Phuket is world famous for its charms—warm beaches, energetic nightlife, delicious Thai food, and historic temples—and while we’re big fans of all of those, there’s more to Thailand’s largest island. Here are our five favorite things to do in Phuket province when it’s time for a change.
King’s Cup Regatta
What started in 1987 as a way to celebrate the King of Thailand’s 60th birthday, the King’s Cup Regatta is now a massive one-week sailing event held every December. The small boats, catamarans, and windsurfers have been joined by up to 90 big boats and 2,000 sailors in a typical year, making the regatta one of the top places to see and be seen in Thailand every year. The coveted winner’s trophy might be the main focus for some, but the ritzy banquets and parties are just as important for most visitors, who flock to the island for the chance to rub shoulders with high-profile yacht owners. If a day out on the sea does tickle your fancy, the competing yacht crews are sometimes understaffed—so if you have some boating experience, you might find a crew more than happy to welcome you aboard. If not, you can still revel in the excitement of live local music, dancing, and firework shows.
Phuket Air Park
Ever dreamed of flying a plane? Your vacation to Phuket might be the perfect opportunity to learn. Phuket Air Park is a lush private 50-acre estate opened in 2009 in the east of Phuket, close to Ton Sai Waterfall. The Air Park has its own flying school led by 30-year veteran pilots, and after the necessary training will let you take your own flight out over its surrounding tropical vegetation and the Andaman Sea. If you already fly, you can rent an aircraft and take your own jaunt up over Phuket. If you’re just visiting for a short period of time and looking for exhilarating things to do in Phuket, take the Air Park’s helicopter tour and experience the province from above, one of the best ways to enjoy the lush scenery. For an added thrill (and clearer views), you can even ask your Captain to take the doors off!

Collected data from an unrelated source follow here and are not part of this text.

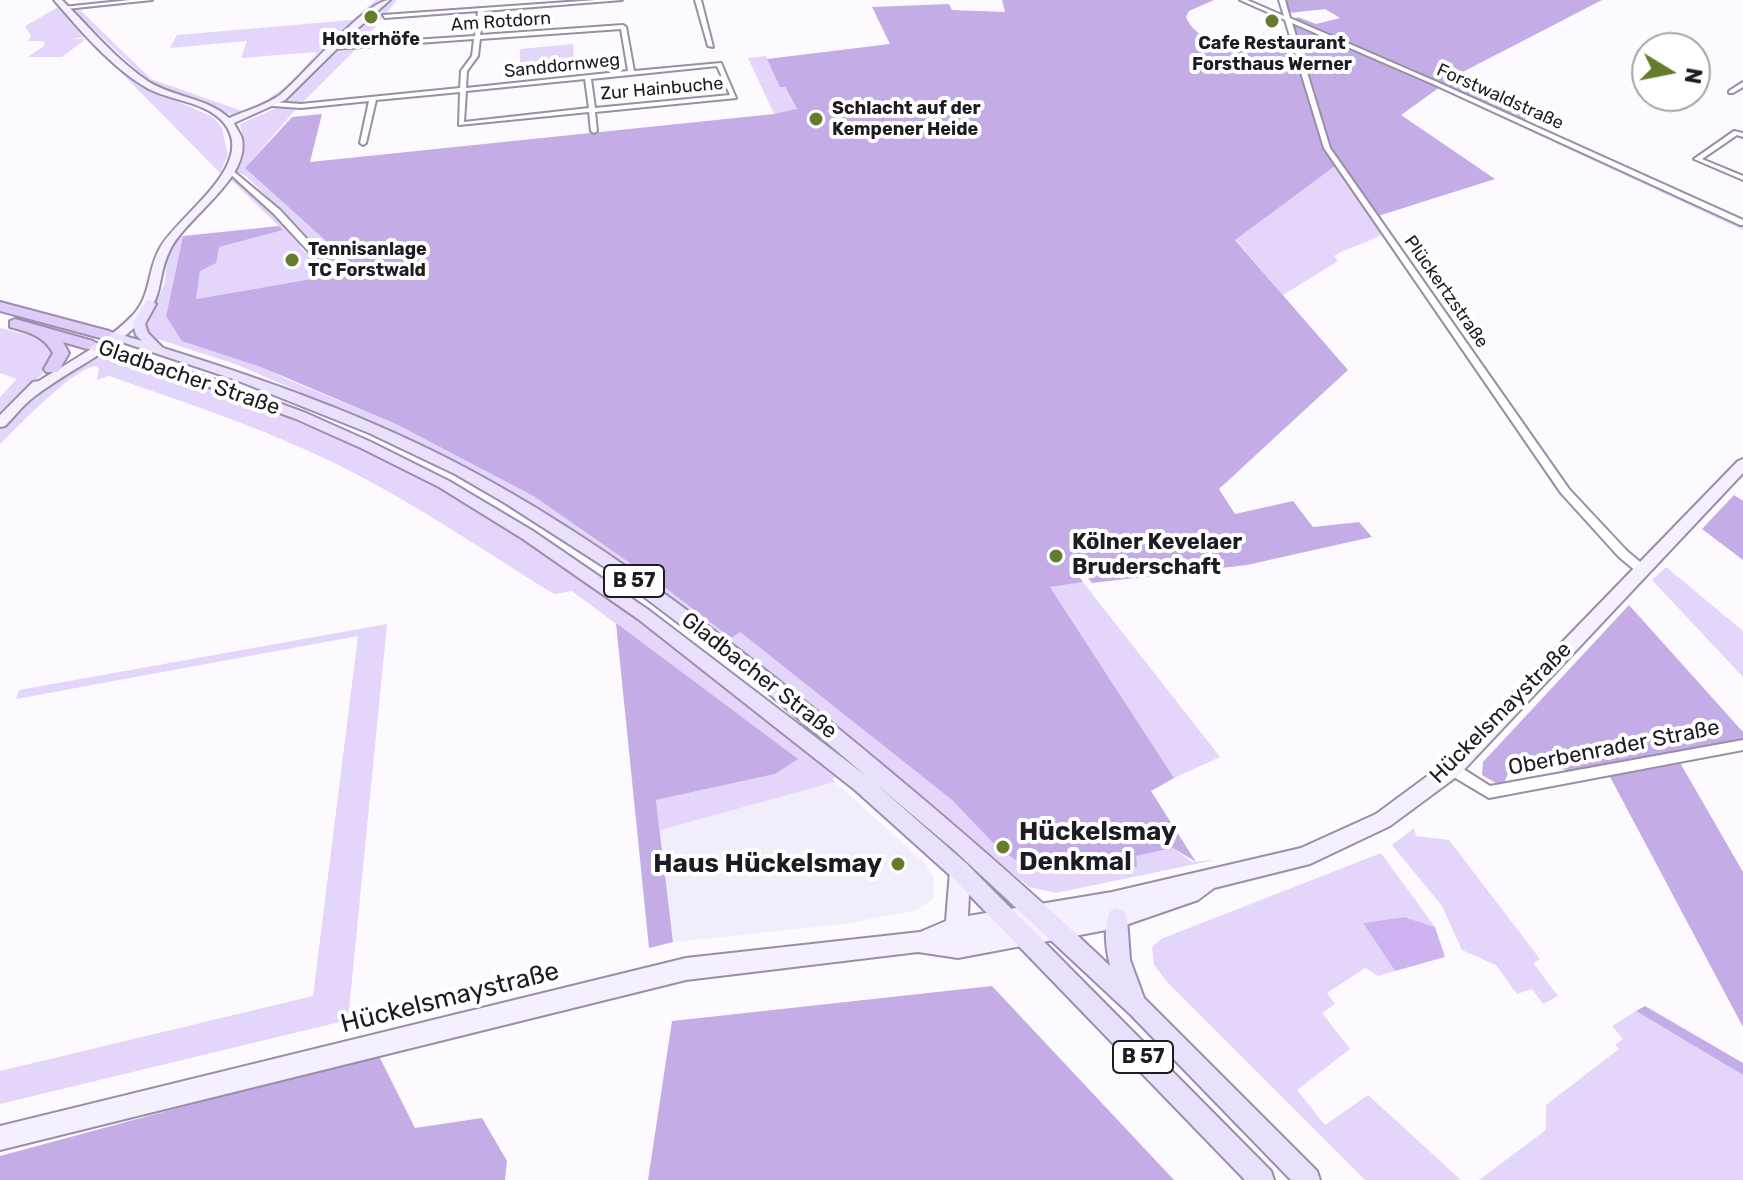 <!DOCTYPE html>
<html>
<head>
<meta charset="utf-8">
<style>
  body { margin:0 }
  #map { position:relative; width:1743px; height:1180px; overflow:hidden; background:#fcfaff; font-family:Rubik,sans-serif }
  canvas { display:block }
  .north { position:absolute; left:1631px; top:32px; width:80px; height:80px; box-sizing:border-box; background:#fff; border:2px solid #a5a4a7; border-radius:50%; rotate:100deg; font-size:22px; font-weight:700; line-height:32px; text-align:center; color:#1e1b24 }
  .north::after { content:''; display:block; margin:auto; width:28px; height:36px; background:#657c2d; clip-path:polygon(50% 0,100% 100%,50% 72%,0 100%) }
</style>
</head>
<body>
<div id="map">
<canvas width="1743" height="1180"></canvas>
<div class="north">N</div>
</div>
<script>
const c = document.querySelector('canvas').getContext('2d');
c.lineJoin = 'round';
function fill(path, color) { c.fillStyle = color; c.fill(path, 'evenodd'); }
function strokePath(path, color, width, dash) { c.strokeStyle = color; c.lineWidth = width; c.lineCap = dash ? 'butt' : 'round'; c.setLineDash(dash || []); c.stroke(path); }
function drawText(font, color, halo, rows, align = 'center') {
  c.font = font + ' Rubik,sans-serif'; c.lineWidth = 8; c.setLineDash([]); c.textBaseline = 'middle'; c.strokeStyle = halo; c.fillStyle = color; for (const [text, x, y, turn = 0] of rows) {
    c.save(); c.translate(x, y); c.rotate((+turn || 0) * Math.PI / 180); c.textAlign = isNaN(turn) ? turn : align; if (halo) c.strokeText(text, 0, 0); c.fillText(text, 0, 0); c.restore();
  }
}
fill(new Path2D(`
  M835,782l91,82 7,12 1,22 -17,12 -73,14 -171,18 -13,-112z`), '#f2edfa');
fill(new Path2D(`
  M376,0h6l-68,57 -9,17 -22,18 -24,14 -27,9 -85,-35 -76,-72 5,-2 75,73 91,32c33,-11 55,-33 75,-59l-76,6 6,-17 -77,7 7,-13 175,-15z
  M389,0h8l-36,44 -15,-1 -1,-3z
  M60,6l31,30 -19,3h14l-24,18h-34l16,-11v-5h-16l3,-5 -6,-10z
  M88,39h6l58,51 61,27 9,11 6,27 -8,18z
  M573,44l1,16 -54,7v-18z
  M356,49l-55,55 -16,-1 -2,-3 52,-48z
  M766,56l14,30h4l13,24 -23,4 -26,-56z
  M1439,87l304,139v4l-306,-142z
  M281,106l16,2 -52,60 83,75 -10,4 -72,-71 -12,-5 11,-25 -5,-22z
  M1335,166l47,68c-16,10 -32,12 -48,22l4,5 -55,34 -48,-56z
  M236,178l68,66 -5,2 31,30 -135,23 5,-28 18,-24 65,-17 -52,-50 -53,56h5l-17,80 118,62 114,47 137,72 132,92 73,43 212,168 44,46 22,16 119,5 -2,-11 38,-8 19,14 23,-2 -159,33 -27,-6 -300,-248 -131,-91 -77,-49 -99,-54 -184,-80 -90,-29 -5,-8 22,-45 3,-34 59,-68z
  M0,328l44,11 12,9 -5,4c2,21 -36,46 -51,60v-15l17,-18 -17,-6z
  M102,355l16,2c109,37 219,75 320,131 143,79 271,186 397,289l-3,2 3,3 -175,48 -4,-30 119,-26 22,-15 -225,-168 -18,3c-78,-48 -155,-102 -239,-140 -67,-31 -137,-54 -206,-78l-12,4 2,-11 -3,-3c-23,2 -77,60 -96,78v-14c28,-29 64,-64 102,-75z
  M1666,567l77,64v46l-91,-97z
  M1083,582l137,175 -46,21 -124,-191z
  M387,624l-39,396 -348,84v-33l313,-75 45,-360 -342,63 3,-9z
  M1414,828l2,8 33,4 91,119 -7,4 25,33 -15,8 -11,-15 -15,5 -21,-29 -34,-15 -20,-44 -50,-61z
  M1381,853l54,74 -31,-10 -41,6 32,48 -17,5 -13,-8 -38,25 8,11 -13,9 28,36 -53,41 28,35 43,-30 93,85h-96l-197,-197 -14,-18 -2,-18 9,-8z
  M1636,1011l107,64v105h-264l67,-50v-25l73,-56 -4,-4 8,-6 -11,-13z`), '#e4d5fa');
fill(new Path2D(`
  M1002,0h212l-25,11 -3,6c13,34 79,33 109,34l28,93 12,22 -100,74 113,130 -129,119 16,25 58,-13 20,26 46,-5 13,15 -125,28 -155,18 -10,-13 -7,1 8,11 -33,5 124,191 -23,13 45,71 -23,-14 -37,8 1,11 -53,2 -66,-7 -22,-16 -44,-46 -212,-168 -9,6 -64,-49 -132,-92 -137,-72 -137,-58 -79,-26 -16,-25 17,-80 96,-10 4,4 -64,17 -3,16 -16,8 -4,28 133,-23 -22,-22 20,-12 -82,-74 47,-51 30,-3 -12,48 464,-48 23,-5 -12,-22h-5l-13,-28 123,-15 -18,-37 77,-3 3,6 53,2z
  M1285,0h317l-147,76 79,38 -10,6 -231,-100 5,-3 18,7 24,-6 -15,-9 -36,4z
  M1292,25l148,62 -39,28 94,64 -117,37 -46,-66z
  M1734,495l9,6v59l-41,-31z
  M1629,605l114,127v7l-173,32 -38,-9 -14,1 -9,8 -5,12h-8l-14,-8 1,-13z
  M616,623l182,136 -23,15 -119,26 17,142 -24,6z
  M1679,761l64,111v155l-134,-252z
  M992,986l182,194h-526l24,-159z
  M1645,1006l98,57v12l-107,-64z
  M378,1054l37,74 67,-10 25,43 -2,19h-505v-24z`), '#c4ace7');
fill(new Path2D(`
  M1404,917l31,10 10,30 -50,14 -32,-48z`), '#cdb4f0');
const street = new Path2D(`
  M130,0h22l-86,9 -3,-2z
  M596,0h26l-138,11 -4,24 143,-10 3,2 8,44 87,-8 15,35 -141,14 2,19 -3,2 -3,-2 -2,-19 -130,13 1,-33 -84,8 -10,43 -3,2 -3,-2 9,-42 -68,7 -28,-2 -3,-2 3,-2 28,2 159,-16 1,-17 11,-15 2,-17 -140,10 -3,-2 3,-2 141,-9 3,-25 -93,7 -2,-3zM621,29l7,42 -162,17 1,-17 11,-15 2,-17zM717,66l13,29 -135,13 -4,-29zM585,79l4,29 -125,14 2,-31z
  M695,0h6l12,47 -5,-1z
  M1240,0h7l37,16 -5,-16h6l5,18 147,64 306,138v5h-3l-307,-141 -141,-61 38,125 239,341 58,62 18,15 1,3 -1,3h-8l-18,-15 -58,-64 -237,-345 -39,-128z
  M1743,82v5l-10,6h-4v-2z
  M1734,131l9,2v4l-6,-2 -35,24 41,17v4l-49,-21z
  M228,170h4l48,40 37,40v4h-6l-37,-40 -46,-42z
  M1743,740v10l-254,48 -42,-25 -1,-4 1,-4 5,-2 5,2 33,21z`);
const secondary = new Path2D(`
  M54,0h8c28,28 54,60 87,82 25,15 58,16 80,36 16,-7 38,-13 52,-24 22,-18 85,-94 109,-94l-33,29 -72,71 -51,23c2,5 7,11 8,16 8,40 -56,78 -72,111 -14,27 -4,45 -30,72 -30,31 -71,48 -105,74 -11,8 -20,20 -30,30l-5,1v-12l33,-33 6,-1c32,-20 68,-39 94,-66 19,-21 14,-45 27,-67 18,-33 98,-83 64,-125 -18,-22 -54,-22 -77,-35 -36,-21 -66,-57 -93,-88z
  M1743,459v14l-284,302 -69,51 -80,38 -96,24 -16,12 -81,28 -159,30 -40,-6 -232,28 -686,170v-24l686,-168 234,-26 26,-11 4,-50 3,-7 7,-2 7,2 3,7 -2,45 144,-24 189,-44 75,-34 69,-51 293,-302z`);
const primary = new Path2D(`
  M150,300l6,4 -11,20 3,9 15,15c103,32 207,69 303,120 128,68 244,157 357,248 98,80 195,162 287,250 -4,-18 -7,-38 0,-55l7,-3 7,3 3,7 3,42 14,38 173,173 3,9h-29l-160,-165 -177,-165 -212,-179 -139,-105 -98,-63 -50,-29 -86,-41 -133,-53 -138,-46 6,-4 38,11 -6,-6 -3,-11 13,-23z
  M87,340l132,41 87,32 65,29 78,39 84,50 117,80 219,167 98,86 304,307 3,9h-29l-292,-302 -98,-88 -217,-171 -115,-80 -84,-52 -78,-39 -65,-29 -87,-32 -126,-40 -2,-3z`);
const highway = new Path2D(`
  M0,302l109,29 3,3 -8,5 -104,-28z
  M15,319l78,22 2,3 -8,5 -24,-7 6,11 -11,19h-12l-2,-3 9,-16c-10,-18 -25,-21 -43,-26v-6z`);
strokePath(street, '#988ea6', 4);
strokePath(secondary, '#988ea6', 4);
strokePath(primary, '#9b8eae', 4);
strokePath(highway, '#9b8eae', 4);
fill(street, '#fff');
fill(secondary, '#f5f0fd');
fill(primary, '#ebe0fb');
fill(highway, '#deccf9');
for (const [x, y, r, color] of [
  [371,17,8,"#657c2d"],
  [1272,21,8,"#657c2d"],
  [816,119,8,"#657c2d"],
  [292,260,8,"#657c2d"],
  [1056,556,8,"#657c2d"],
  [1003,847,8,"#657c2d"],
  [898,864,8,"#657c2d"]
]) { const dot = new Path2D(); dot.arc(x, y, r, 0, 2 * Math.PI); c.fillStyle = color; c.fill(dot); strokePath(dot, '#fff', 3); }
drawText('18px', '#1e1b24', '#fff', [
  ["Am Rotdorn",501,22,-4],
  ["Sanddornweg",562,66,-6],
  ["Zur Hainbuche",662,89,-5],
  ["Forstwaldstraße",1500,97,24],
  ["Plückertzstraße",1446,292,55]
]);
drawText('bold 18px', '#1e1b24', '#fff', [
  ["Holterhöfe",371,40],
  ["Cafe Restaurant",1272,44],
  ["Forsthaus Werner",1272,65],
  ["Schlacht auf der",832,109,"left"],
  ["Kempener Heide",832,130,"left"],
  ["Tennisanlage",308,250,"left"],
  ["TC Forstwald",308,271,"left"]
]);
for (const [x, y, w] of [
  [634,581,60],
  [1143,1057,60]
]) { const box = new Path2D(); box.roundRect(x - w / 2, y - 16, w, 32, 6); c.fillStyle = '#fff'; c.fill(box); strokePath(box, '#1e1b24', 2); }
drawText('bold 20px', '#1e1b24', null, [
  ["B 57",634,581],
  ["B 57",1143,1057]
]);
drawText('22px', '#1e1b24', '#fff', [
  ["Gladbacher Straße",189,378,19],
  ["Gladbacher Straße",759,676,38],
  ["Hückelsmaystraße",1501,713,-45],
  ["Oberbenrader Straße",1614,748,-11]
]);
drawText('bold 22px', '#1e1b24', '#fff', [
  ["Kölner Kevelaer",1072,543],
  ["Bruderschaft",1072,568]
], 'left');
drawText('bold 26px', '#1e1b24', '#fff', [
  ["Hückelsmay",1019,832],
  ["Denkmal",1019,862],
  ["Haus Hückelsmay",882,864,"right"]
], 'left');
drawText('26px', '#1e1b24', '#fff', [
  ["Hückelsmaystraße",450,998,-14]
]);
</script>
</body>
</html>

The Thai New Year begins April 13, and every year that day marks the first of a three-day celebration signifying transformation or change. The celebration in Phuket may be the wettest and wildest party of them all. April is Thailand’s hottest month, and that’s a good thing because Songkran’s highlight is a massive water fight on the streets. Bring your water buckets and water guns and don’t wear your favorite t-shirt, because you will get wet. Everyone gets involved young and old, and don’t expect to be excluded just because you don’t seem to be participating. Kids and adults alike will line the streets or ride in the back of pickup trucks armed with water weapons—and even the cops are fair game. Getting drenched is not just fun, it also symbolizes cleansing to bring luck and prosperity in the new year.
Phuket Elephant Sanctuary
The elephant tourism industry and all its controversies loom large in Thailand, but at least one attraction in Phuket is ensuring the practice can continue ethically. Phuket Elephant Sanctuary is a retirement home for elephants that rescues mistreated elephants and allows them to live out their days in peace, free of abuse. If this all sounds magical, that’s because it is. The PES founders’ commitment to doing things right in an industry filled with wrong is what makes touring the sanctuary one of our favorite things to do in Thailand. Visitors don’t get to ride the elephants, and human interaction is kept to a minimum. Instead, the emphasis is on learning and observation. For anyone concerned about the ethical treatment of animals, or anyone that is just learning about the harmful practices present in the elephant tourism industry, Phuket Elephant Sanctuary is a must.
A little hard to find, this panoramic viewpoint is located up above Patong Town, between Yanui Beach and Nai Harn Beach. Once you’ve spotted the tall, white windmills at the top of the hill, you’ve found it. Once you reach the top—roughly 20 minutes from Patong town—sit back and relax under a shaded sala and have a drink, or shop from a jewelry vendor if you spot one. The real reward here is the opportunity to watch the boats go by, see locals fly model airplanes, or look down on Koh Man Island. Beyond its stunning view, there’s nothing flashy about Windmill Viewpoint, but it makes our list because it’s a quieter alternative to nearby Promthep Cape—and the view is just as good. Whether you decide to spend the afternoon watching the boats go by, take in a sunset, or both, you won’t be disappointed.